▶ [INFORMATION PROVIDED]

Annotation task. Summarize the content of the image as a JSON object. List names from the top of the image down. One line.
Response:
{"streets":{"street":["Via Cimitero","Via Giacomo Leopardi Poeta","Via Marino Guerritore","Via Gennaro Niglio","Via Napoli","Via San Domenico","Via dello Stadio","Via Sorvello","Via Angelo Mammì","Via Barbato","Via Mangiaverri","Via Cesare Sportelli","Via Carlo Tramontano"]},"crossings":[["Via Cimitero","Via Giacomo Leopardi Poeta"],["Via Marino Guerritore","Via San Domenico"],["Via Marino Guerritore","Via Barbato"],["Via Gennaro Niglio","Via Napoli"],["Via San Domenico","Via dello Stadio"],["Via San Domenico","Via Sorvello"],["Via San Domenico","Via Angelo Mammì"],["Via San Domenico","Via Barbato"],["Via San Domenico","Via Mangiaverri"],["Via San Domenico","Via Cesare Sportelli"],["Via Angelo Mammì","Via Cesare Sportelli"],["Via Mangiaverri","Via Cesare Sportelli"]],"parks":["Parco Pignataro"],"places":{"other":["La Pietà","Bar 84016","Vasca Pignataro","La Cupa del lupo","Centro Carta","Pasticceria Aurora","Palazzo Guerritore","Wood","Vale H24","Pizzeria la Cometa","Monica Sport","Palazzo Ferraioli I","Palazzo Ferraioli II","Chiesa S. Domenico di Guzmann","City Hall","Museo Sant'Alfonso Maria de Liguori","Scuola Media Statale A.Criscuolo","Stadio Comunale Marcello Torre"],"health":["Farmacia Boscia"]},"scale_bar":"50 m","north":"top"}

▶ [TASK GOAL]
Give an exact copy of all the data shown above.

▶ [EXPECTED ANSWER]
Annotation task. Summarize the content of the image as a JSON object. List names from the top of the image down. One line.
Response:
{"streets":{"street":["Via Cimitero","Via Giacomo Leopardi Poeta","Via Marino Guerritore","Via Gennaro Niglio","Via Napoli","Via San Domenico","Via dello Stadio","Via Sorvello","Via Angelo Mammì","Via Barbato","Via Mangiaverri","Via Cesare Sportelli","Via Carlo Tramontano"]},"crossings":[["Via Cimitero","Via Giacomo Leopardi Poeta"],["Via Marino Guerritore","Via San Domenico"],["Via Marino Guerritore","Via Barbato"],["Via Gennaro Niglio","Via Napoli"],["Via San Domenico","Via dello Stadio"],["Via San Domenico","Via Sorvello"],["Via San Domenico","Via Angelo Mammì"],["Via San Domenico","Via Barbato"],["Via San Domenico","Via Mangiaverri"],["Via San Domenico","Via Cesare Sportelli"],["Via Angelo Mammì","Via Cesare Sportelli"],["Via Mangiaverri","Via Cesare Sportelli"]],"parks":["Parco Pignataro"],"places":{"other":["La Pietà","Bar 84016","Vasca Pignataro","La Cupa del lupo","Centro Carta","Pasticceria Aurora","Palazzo Guerritore","Wood","Vale H24","Pizzeria la Cometa","Monica Sport","Palazzo Ferraioli I","Palazzo Ferraioli II","Chiesa S. Domenico di Guzmann","City Hall","Museo Sant'Alfonso Maria de Liguori","Scuola Media Statale A.Criscuolo","Stadio Comunale Marcello Torre"],"health":["Farmacia Boscia"]},"scale_bar":"50 m","north":"top"}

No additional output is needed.